La renommée de Titien est internationale, ses clients aussi et il est un excellent homme d’affaire qui sait produire du "Titien" à la chaine et réclamer son dû, fut-ce à un roi. Afin de répondre à la demande, il organise son atelier avec de brillants premiers pinceaux et une foultitude de petites mains. En effet, «il y a tous les tableaux que Titien a inventés, préparés, souvent commencés, parfois finis mais dont il a en grande partie laissé l’exécution à ses collaborateurs». C’est pourquoi Augusto Gentili précise sous les tableaux des signatures différentes comme Titien, Titien et atelier, Atelier de Titien

Augusto Gentili décrit un homme puissant, écouté et reçu par les cardinaux, les princes et les rois. Titien arrive à se démarquer alors que ses contemporains s’appellent Michel-Ange, Veronese, Tintoret, Léonard de Vinci, Vasari... L’art est-il au-dessus de la nature ? Titien se posait la question dans son emblème, une ourse entre les allégories du Temps et de la Gloire. Si l’art est au-dessus de la nature, où est Titien ? À côté des dieux ? Avec les dieux ?

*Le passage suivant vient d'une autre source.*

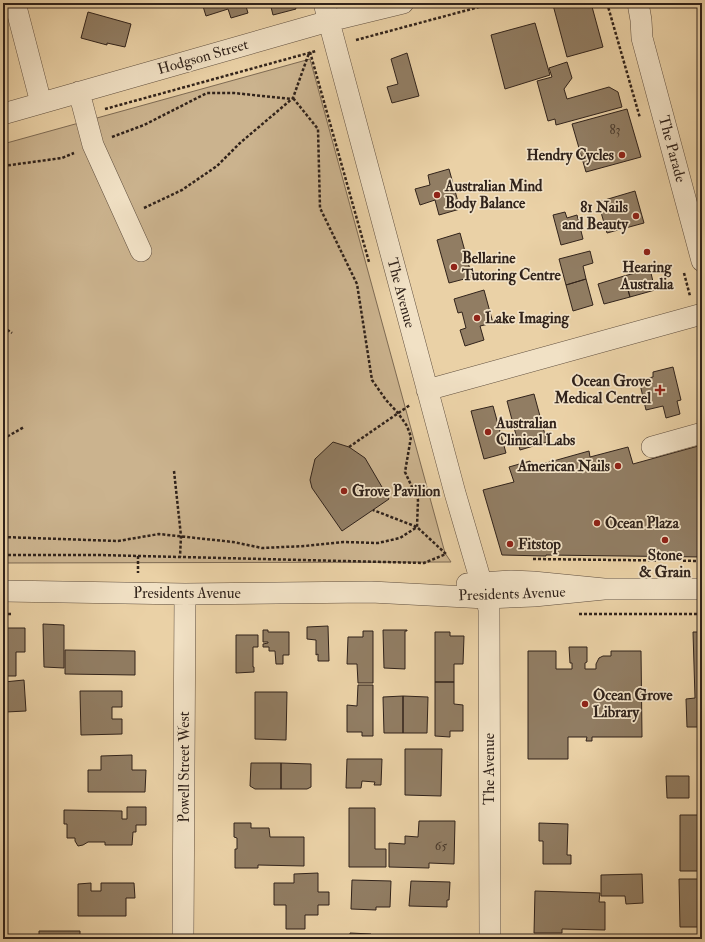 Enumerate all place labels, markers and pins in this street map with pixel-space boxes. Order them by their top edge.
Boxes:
place label: Hendry Cycles [527,146,614,166]
marker: Hendry Cycles [617,150,627,160]
place label: Australian Mind Body Balance [444,177,543,214]
marker: Australian Mind Body Balance [432,190,442,200]
place label: 81 Nails and Beauty [562,198,629,235]
marker: 81 Nails and Beauty [631,211,641,221]
marker: Hearing Australia [642,247,652,257]
place label: Bellarine Tutoring Centre [461,249,561,286]
place label: Hearing Australia [620,258,674,294]
marker: Bellarine Tutoring Centre [449,262,459,272]
place label: Lake Imaging [485,309,569,329]
marker: Lake Imaging [472,313,482,323]
place label: Ocean Grove Medical Centrel [554,372,652,408]
marker: Ocean Grove Medical Centrel [654,384,666,396]
place label: Australian Clinical Labs [495,414,575,450]
marker: Australian Clinical Labs [483,427,493,437]
place label: American Nails [517,457,610,476]
marker: American Nails [613,461,623,471]
place label: Grove Pavilion [352,482,441,501]
marker: Grove Pavilion [339,486,349,496]
place label: Ocean Plaza [605,514,680,533]
marker: Ocean Plaza [592,518,602,528]
place label: Fitstop [518,535,561,555]
marker: Stone & Grain [660,535,670,545]
marker: Fitstop [505,539,515,549]
place label: Stone & Grain [639,546,691,582]
place label: Ocean Grove Library [593,686,673,723]
marker: Ocean Grove Library [580,699,590,709]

L’auteur de ce superbe ouvrage, Augusto Gentili (2) a une autorité, et pour tout dire une liberté de ton rare, dans le monde feutré des conservateurs et autres experts en histoire de l'art. Des confrères qu’il n’hésite pas à égratigner : «si notre discipline (presque) exhaustive manque d’études nouvelles, c’est (entre autres raisons) parce que les vieux outils lui font toujours plus défaut. L’historien de l’art qui entend s’occuper de questions « humanistes » devrait pourtant connaître le latin, savoir le lire et le transcrire correctement. Il devrait aussi pouvoir lire et citer la littérature de référence sinon dans toutes les langues possibles et disponibles du moins dans les principales langues modernes, en plus de la sienne. Enfin, parmi ces dernières il devrait manier la langue italienne s’il veut aborder des arguments relatifs à culture italienne». De là à traiter ses jeunes confrères d’analphabètes …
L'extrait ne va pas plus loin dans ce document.